Кричать всегда рискованно, но на этот раз поблизости нет ни «белых мантий», ни кого-то из сефардов. Все уже попрятались по своим хибарам или пропадают где-то на свалках. Мы с братом вообще стараемся лишний раз никому не попадаться на глаза. И сейчас Вик вскидывает голову, видит меня, прикладывает к губам палец, будто призывая к тишине, и снова оборачивается назад. Я переступаю с ноги на ногу, срываюсь с места и подбегаю к нему.
— Викбур аль-Гаддот! Это что еще такое?
— Т-ш-ш, сестренка, — шепчет он еле слышно, когда я оказываюсь совсем близко. — И не ругай меня.

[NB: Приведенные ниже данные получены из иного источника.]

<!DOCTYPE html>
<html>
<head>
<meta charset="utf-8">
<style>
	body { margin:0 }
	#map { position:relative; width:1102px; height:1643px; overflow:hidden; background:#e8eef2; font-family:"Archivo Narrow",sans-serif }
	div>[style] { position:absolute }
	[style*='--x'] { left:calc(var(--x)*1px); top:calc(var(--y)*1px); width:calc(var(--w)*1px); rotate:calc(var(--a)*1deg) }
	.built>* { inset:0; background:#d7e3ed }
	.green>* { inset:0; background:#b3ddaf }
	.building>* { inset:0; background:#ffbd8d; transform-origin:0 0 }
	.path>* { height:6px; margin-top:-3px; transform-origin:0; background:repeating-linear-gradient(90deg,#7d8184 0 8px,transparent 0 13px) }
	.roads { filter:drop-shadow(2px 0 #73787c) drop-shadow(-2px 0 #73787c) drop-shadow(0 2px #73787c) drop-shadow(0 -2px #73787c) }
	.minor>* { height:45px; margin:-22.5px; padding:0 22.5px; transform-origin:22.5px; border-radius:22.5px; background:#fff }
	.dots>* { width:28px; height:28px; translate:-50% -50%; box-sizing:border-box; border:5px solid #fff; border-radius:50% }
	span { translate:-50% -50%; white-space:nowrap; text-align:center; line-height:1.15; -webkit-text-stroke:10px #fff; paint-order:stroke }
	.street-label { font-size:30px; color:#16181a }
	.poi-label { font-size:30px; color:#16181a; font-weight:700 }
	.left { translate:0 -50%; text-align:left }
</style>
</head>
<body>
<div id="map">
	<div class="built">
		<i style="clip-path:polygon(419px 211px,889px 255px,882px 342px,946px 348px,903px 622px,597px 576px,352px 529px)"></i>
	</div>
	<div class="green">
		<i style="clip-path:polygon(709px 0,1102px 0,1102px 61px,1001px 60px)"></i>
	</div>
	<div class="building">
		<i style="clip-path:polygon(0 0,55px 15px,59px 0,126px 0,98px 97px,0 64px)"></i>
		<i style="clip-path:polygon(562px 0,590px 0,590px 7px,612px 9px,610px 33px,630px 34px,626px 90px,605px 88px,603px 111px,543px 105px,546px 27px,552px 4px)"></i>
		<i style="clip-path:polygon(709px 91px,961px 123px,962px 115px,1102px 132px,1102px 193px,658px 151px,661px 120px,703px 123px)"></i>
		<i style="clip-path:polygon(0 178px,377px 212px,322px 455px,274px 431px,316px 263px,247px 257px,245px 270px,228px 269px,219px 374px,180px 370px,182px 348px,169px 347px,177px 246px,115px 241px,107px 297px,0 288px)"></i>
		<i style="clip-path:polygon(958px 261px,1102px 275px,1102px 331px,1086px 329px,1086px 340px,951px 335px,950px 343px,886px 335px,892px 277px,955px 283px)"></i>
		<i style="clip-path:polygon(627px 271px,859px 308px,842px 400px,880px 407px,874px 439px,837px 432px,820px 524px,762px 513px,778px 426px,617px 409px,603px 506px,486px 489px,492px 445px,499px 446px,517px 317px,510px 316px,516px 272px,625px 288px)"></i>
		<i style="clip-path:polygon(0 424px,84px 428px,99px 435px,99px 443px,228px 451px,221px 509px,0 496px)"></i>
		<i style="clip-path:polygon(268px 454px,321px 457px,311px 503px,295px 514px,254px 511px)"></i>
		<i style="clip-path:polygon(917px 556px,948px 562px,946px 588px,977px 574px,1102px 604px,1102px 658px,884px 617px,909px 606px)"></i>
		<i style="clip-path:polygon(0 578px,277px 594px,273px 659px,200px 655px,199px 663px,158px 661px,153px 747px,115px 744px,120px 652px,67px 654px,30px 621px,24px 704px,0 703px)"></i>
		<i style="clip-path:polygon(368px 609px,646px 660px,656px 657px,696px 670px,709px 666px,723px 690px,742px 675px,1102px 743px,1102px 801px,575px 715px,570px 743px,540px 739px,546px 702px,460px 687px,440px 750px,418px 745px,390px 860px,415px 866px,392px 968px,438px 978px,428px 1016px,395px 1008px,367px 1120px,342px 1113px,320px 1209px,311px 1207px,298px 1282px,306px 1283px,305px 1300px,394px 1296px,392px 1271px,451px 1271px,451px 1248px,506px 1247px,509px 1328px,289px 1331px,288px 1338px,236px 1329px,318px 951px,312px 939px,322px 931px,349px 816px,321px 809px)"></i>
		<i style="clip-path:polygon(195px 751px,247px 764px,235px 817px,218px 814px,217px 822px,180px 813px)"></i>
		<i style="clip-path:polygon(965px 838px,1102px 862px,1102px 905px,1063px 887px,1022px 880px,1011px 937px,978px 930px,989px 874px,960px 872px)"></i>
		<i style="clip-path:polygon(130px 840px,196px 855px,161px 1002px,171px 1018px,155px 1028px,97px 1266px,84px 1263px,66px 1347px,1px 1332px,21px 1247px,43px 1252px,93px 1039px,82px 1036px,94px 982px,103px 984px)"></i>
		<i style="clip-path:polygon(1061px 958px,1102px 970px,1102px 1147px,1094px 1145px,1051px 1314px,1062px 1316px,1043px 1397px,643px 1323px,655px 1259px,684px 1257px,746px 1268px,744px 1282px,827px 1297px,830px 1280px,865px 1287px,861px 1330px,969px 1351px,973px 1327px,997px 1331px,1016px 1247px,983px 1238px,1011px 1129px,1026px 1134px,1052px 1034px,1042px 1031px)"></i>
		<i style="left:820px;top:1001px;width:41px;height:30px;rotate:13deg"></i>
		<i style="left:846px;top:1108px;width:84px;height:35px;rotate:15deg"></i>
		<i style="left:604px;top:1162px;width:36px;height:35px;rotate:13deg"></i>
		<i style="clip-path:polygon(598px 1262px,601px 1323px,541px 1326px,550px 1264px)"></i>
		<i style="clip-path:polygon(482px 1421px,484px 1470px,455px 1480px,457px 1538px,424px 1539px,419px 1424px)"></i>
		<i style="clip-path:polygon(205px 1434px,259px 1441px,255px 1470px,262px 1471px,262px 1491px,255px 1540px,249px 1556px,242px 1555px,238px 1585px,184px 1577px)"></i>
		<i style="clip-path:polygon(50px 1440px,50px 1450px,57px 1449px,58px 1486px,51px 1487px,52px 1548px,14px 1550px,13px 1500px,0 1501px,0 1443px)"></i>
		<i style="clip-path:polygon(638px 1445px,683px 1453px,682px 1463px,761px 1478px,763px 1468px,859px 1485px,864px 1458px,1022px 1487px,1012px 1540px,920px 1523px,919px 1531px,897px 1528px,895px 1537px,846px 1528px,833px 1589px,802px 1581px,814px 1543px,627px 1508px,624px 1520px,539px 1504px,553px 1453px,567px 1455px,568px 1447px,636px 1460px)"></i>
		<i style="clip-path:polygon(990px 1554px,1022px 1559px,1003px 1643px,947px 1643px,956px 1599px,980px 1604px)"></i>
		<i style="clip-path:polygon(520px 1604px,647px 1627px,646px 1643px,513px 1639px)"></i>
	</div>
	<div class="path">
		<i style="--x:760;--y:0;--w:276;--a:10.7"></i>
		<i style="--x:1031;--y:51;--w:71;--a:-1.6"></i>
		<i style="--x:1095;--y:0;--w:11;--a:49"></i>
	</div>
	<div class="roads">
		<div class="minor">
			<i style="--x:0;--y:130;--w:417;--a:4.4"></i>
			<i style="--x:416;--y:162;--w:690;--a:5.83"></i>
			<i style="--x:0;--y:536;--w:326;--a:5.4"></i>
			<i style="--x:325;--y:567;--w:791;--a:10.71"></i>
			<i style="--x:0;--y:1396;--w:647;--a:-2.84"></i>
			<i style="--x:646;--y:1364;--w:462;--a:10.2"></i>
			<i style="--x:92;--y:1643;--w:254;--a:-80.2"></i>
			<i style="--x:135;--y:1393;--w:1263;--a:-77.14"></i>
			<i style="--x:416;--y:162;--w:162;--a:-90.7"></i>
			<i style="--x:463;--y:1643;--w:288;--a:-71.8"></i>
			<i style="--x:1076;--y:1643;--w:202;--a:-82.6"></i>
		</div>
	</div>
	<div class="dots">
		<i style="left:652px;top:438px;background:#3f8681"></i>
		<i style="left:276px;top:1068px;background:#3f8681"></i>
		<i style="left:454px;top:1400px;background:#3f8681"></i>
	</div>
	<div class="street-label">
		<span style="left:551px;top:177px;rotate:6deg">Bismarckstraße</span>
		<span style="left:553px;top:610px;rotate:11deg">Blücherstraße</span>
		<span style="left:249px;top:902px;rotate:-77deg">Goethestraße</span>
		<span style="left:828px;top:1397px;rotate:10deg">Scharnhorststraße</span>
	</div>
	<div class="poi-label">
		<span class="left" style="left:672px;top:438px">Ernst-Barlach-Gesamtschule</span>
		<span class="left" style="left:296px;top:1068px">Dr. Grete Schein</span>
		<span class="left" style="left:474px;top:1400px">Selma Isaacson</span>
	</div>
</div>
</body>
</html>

Я только так и мог.
— Как — так? — Я щурюсь, пытаясь рассмотреть хоть что-нибудь, и делаю шаг в сторону. — Что ты натворил? Викбур!
Вик молчит, поглядывая на свою ношу. В руках у него кусок какого-то полотна: большой, надо сказать, кусок, в который можно было бы завернуть его, меня и еще осталось бы место. От куска тянутся несколько длинных веревок, и я вижу, что они уже изрядно растерли братишке пальцы.
— Я его вытащил, — говорит он наконец и снова смотрит вдаль: черное пятно лежит довольно далеко. — Там самолет был. Он разбился. Я нашел…
— Самолет?
Я оставляю Вика и подбегаю к тому, кого он тащит. Сомнений нет: это правда человек. А то, что в руках у братца — это парашют. Значит — летчик? Но… какого черта? Я не знаю. Я наклоняюсь над лежащим и опускаюсь на колени. Его глаза закрыты, а на голове — тяжелый черный шлем. На рукавах нашивки в виде белых звезд. В глаза сразу бросается неестественно вывернутая правая рука.
— Кто он? — спрашиваю я у Вика. — Он был в сознании?
— Был, — отвечает братишка, подойдя ко мне. — Я дал ему воды. Он сказал, что его расстреляли. Ну, его самолет.
— А потом?
— А потом я его потащил, — говорит Вик, наклонив голову. — У него болит плечо. И нога ушиблена.
— Боюсь, что не просто ушиблена… — Я стою на коленях над раненым летчиком и понятия не имею, что делать дальше. — Ты не видел, когда он потерял сознание? По дороге?
— Наверное… — Вик закусывает губу.
— Ты что, реветь надумал? Брось… — говорю я строго. — Надо подумать, что делать будем. Пульс просчитывается, — я кладу пальцы на шею несчастного. — Значит, еще не все потеряно. Ты понял?